(Stored items from a collection)
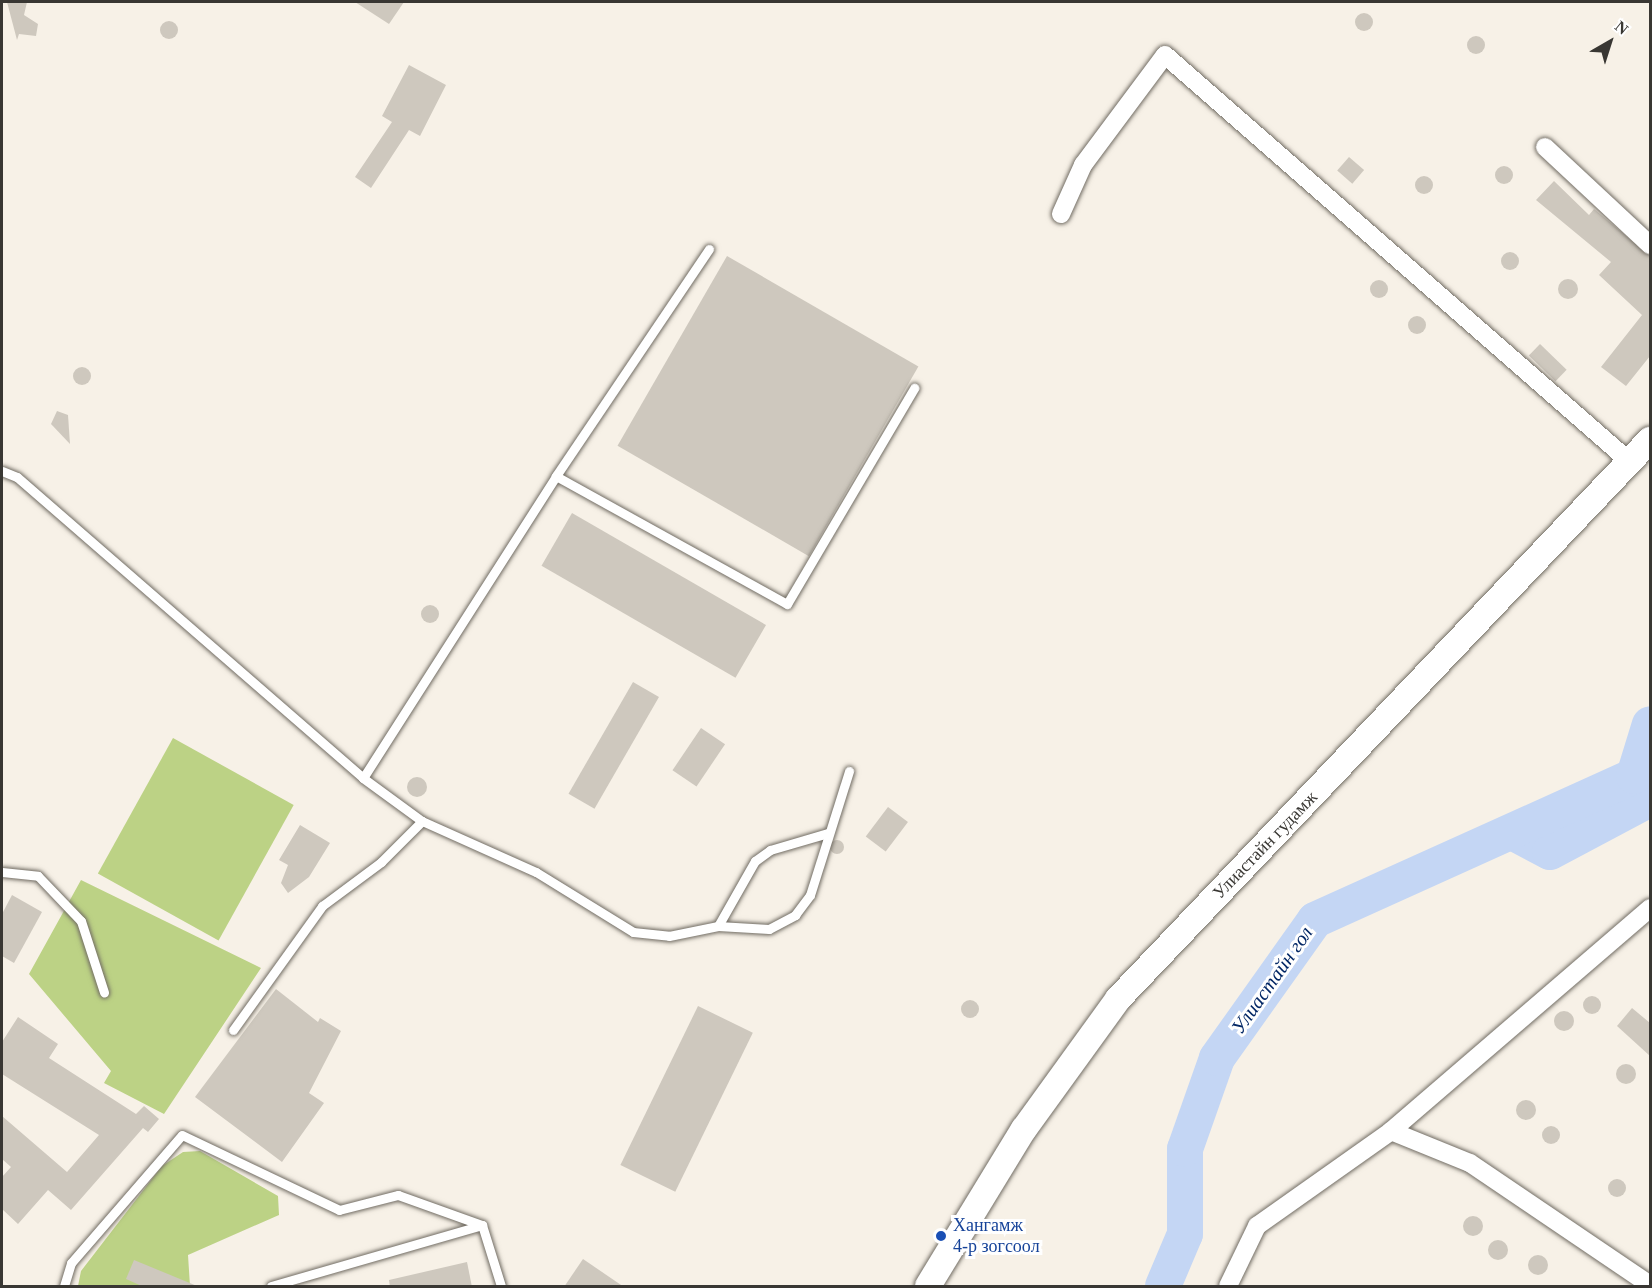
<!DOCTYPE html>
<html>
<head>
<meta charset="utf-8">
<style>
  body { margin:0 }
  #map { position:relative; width:1652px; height:1288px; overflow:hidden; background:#f7f1e7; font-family:Georgia,serif }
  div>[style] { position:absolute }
  .green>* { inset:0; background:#bcd285; transform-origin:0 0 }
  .river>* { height:36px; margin:-18px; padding:0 18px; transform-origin:18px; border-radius:18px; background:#c4d6f4 }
  .building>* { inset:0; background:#cec8be; transform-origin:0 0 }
  .round { border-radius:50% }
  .roads { filter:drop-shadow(0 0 2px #716c63) drop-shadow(0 0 2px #716c63) }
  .lane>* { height:9px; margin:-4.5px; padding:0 4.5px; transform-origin:4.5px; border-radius:4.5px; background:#fff }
  .street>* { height:18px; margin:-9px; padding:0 9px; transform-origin:9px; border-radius:9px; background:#fff }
  .secondary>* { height:26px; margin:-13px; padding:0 13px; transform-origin:13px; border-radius:13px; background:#fff }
  .dots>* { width:16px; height:16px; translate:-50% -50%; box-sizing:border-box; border:3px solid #fff; border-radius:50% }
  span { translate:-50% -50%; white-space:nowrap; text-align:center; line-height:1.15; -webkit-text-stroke:6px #fff; paint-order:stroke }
  .street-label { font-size:18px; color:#393733 }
  .transit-label { font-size:18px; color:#164399 }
  .left { translate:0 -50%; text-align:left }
  .water-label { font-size:20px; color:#032765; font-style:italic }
  .frame { position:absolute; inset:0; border:3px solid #393733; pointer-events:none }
  .north { position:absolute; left:1580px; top:12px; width:60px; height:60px; -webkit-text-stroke:4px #fff; paint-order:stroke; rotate:39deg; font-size:16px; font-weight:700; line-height:24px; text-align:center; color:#393733 }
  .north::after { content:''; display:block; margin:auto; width:21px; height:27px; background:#393733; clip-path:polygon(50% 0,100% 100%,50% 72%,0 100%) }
</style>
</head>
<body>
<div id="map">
  <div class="green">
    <i style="left:173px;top:738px;width:138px;height:155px;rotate:29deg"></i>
    <i style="clip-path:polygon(81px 880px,261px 968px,164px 1114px,104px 1083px,111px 1071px,29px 974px)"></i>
    <i style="clip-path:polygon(200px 1151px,278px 1196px,279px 1215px,188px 1255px,190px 1286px,78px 1286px,81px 1271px,162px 1166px,183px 1152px)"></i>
  </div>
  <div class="river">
    <i style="left:1516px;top:834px;width:38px;rotate:28deg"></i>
    <i style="left:1550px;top:852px;width:113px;rotate:-27.9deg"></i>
    <i style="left:1163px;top:1286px;width:56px;rotate:-67.1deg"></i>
    <i style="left:1185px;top:1234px;width:85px;rotate:-90deg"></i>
    <i style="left:1185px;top:1149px;width:96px;rotate:-70.6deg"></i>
    <i style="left:1217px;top:1058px;width:169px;rotate:-54.6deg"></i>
    <i style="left:1315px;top:920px;width:350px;rotate:-24.3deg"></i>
    <i style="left:1634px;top:776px;width:54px;rotate:-72.9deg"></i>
  </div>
  <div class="building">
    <i style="clip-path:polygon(7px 2px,27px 2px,24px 15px,38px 24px,36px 36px,19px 34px,17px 40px)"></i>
    <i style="clip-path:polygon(355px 2px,404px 2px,389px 24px)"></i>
    <i class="round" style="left:1355px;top:13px;width:18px;height:18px"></i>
    <i class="round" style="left:160px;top:21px;width:18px;height:18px"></i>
    <i class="round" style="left:1467px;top:36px;width:18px;height:18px"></i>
    <i style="clip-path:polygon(409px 65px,446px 85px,420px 136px,409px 130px,371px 188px,355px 177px,392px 122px,382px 116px)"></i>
    <i style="left:1349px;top:157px;width:20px;height:18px;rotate:41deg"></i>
    <i class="round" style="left:1495px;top:166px;width:18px;height:18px"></i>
    <i class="round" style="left:1415px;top:176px;width:18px;height:18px"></i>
    <i style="clip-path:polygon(1554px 181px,1589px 215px,1594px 209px,1650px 256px,1650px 356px,1626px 386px,1601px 367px,1642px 315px,1599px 275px,1611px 262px,1536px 200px)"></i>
    <i class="round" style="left:1501px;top:252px;width:18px;height:18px"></i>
    <i style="left:727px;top:256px;width:221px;height:219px;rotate:30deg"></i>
    <i class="round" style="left:1558px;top:279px;width:20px;height:20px"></i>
    <i class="round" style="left:1370px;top:280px;width:18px;height:18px"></i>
    <i class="round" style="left:1408px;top:316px;width:18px;height:18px"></i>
    <i style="left:1540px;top:344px;width:37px;height:16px;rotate:44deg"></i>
    <i class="round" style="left:73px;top:367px;width:18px;height:18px"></i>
    <i style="clip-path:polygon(57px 411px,68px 415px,70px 444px,51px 424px)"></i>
    <i style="left:572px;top:513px;width:224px;height:61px;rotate:30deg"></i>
    <i class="round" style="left:421px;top:605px;width:18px;height:18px"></i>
    <i style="left:633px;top:682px;width:30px;height:129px;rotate:30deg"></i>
    <i style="left:701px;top:728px;width:29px;height:51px;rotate:34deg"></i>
    <i class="round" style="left:407px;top:777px;width:20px;height:20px"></i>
    <i style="left:888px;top:807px;width:25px;height:37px;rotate:37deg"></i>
    <i style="clip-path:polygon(300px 825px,330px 843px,309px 877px,288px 893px,281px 883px,288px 865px,279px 860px)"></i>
    <i class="round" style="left:830px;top:840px;width:14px;height:14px"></i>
    <i style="clip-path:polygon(12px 895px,42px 912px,14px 963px,2px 956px,2px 914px)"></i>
    <i style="clip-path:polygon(276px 989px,318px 1022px,320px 1018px,341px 1031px,309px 1093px,324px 1103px,282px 1162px,195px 1097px)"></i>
    <i class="round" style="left:1583px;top:996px;width:18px;height:18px"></i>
    <i class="round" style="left:961px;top:1000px;width:18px;height:18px"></i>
    <i style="left:698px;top:1006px;width:61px;height:177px;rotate:26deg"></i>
    <i style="clip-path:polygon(1632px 1008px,1650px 1023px,1650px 1056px,1617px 1026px)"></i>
    <i class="round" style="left:1554px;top:1011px;width:20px;height:20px"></i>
    <i style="clip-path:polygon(18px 1017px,58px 1044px,49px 1058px,136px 1114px,144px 1106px,159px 1119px,148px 1132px,143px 1128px,71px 1210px,48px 1190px,18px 1224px,2px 1209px,2px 1177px,11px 1167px,2px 1159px,2px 1116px,67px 1172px,99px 1135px,2px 1074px,2px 1042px)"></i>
    <i class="round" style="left:1616px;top:1064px;width:20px;height:20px"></i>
    <i class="round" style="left:1516px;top:1100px;width:20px;height:20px"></i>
    <i class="round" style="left:1542px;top:1126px;width:18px;height:18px"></i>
    <i class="round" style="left:1608px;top:1179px;width:18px;height:18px"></i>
    <i class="round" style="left:1463px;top:1216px;width:20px;height:20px"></i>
    <i class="round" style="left:1488px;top:1240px;width:20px;height:20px"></i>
    <i class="round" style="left:1528px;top:1255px;width:20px;height:20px"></i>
    <i style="clip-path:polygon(583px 1259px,624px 1287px,564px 1287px)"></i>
    <i style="clip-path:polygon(134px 1260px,197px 1286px,197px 1287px,144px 1287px,126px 1279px)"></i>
    <i style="clip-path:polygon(467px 1262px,472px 1287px,390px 1287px,389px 1280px)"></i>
  </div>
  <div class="roads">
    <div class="lane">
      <i style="left:709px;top:249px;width:274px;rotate:124deg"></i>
      <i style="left:556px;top:476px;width:264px;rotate:29deg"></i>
      <i style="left:787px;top:604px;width:251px;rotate:-59.5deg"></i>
      <i style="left:2px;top:471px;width:16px;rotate:22deg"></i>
      <i style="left:17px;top:477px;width:459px;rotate:41deg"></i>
      <i style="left:363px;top:778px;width:73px;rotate:36.1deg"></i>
      <i style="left:363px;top:778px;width:358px;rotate:-57.4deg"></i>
      <i style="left:2px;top:872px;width:36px;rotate:6deg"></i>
      <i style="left:38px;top:876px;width:62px;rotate:46.3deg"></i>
      <i style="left:81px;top:921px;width:75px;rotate:72.1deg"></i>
      <i style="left:718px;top:926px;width:75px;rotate:-60.4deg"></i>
      <i style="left:755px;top:861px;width:19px;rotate:-36deg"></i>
      <i style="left:770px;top:850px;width:60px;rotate:-16.3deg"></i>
      <i style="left:233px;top:1030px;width:153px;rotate:-54.3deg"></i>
      <i style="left:322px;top:906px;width:74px;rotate:-36.7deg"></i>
      <i style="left:381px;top:862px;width:58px;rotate:-45deg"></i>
      <i style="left:422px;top:821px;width:125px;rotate:24.1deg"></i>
      <i style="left:536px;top:872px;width:114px;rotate:31.7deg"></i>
      <i style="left:633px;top:932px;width:36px;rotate:6deg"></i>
      <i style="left:669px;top:936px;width:50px;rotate:-11.5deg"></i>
      <i style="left:718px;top:926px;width:51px;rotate:3.4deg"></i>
      <i style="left:769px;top:929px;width:30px;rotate:-28deg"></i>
      <i style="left:795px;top:915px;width:25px;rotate:-53deg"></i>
      <i style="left:810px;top:895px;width:130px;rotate:-72.5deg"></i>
      <i style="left:64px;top:1286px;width:24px;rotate:-73deg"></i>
      <i style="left:71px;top:1263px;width:169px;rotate:-49.1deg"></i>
      <i style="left:182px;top:1135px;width:174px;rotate:25.5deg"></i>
      <i style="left:339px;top:1210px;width:61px;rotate:-14.3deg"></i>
      <i style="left:398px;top:1195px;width:89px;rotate:19.7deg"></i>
      <i style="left:482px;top:1225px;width:64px;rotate:72.7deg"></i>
      <i style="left:271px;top:1286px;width:220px;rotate:-16.1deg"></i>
    </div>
    <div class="street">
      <i style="left:1545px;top:147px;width:144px;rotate:43deg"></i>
      <i style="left:1061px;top:214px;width:54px;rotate:-65.8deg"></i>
      <i style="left:1083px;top:165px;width:137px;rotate:-53.3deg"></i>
      <i style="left:1165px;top:55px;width:618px;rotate:41.19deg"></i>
      <i style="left:1391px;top:1131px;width:85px;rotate:22.1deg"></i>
      <i style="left:1470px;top:1163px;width:217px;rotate:34.1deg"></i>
      <i style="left:1228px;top:1286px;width:67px;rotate:-64.2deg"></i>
      <i style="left:1257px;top:1226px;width:164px;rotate:-35.3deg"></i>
      <i style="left:1391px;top:1131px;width:342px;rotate:-40.7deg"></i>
    </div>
    <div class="secondary">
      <i style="left:928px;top:1286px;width:184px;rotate:-58.6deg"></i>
      <i style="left:1024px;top:1129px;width:160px;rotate:-54.1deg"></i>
      <i style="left:1118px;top:999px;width:772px;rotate:-46.42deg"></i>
    </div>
  </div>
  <div class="dots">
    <i style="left:941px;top:1236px;background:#1a4fb4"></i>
  </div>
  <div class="street-label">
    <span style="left:1265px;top:845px;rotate:-46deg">Улиастайн гудамж</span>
  </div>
  <div class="transit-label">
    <span class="left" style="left:953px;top:1236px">Хангамж<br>4-р зогсоол</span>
  </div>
  <div class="water-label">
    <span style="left:1272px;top:980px;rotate:-55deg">Улиастайн гол</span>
  </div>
  <div class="frame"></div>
  <div class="north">N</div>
</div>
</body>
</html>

#### Required work
Please give back exactly the lines from the first line of the records above through the line containing "filter:drop-shadow(0 0 2px", only those and both included, with the pictures removed.

#### Task solution
<!DOCTYPE html>
<html>
<head>
<meta charset="utf-8">
<style>
  body { margin:0 }
  #map { position:relative; width:1652px; height:1288px; overflow:hidden; background:#f7f1e7; font-family:Georgia,serif }
  div>[style] { position:absolute }
  .green>* { inset:0; background:#bcd285; transform-origin:0 0 }
  .river>* { height:36px; margin:-18px; padding:0 18px; transform-origin:18px; border-radius:18px; background:#c4d6f4 }
  .building>* { inset:0; background:#cec8be; transform-origin:0 0 }
  .round { border-radius:50% }
  .roads { filter:drop-shadow(0 0 2px #716c63) drop-shadow(0 0 2px #716c63) }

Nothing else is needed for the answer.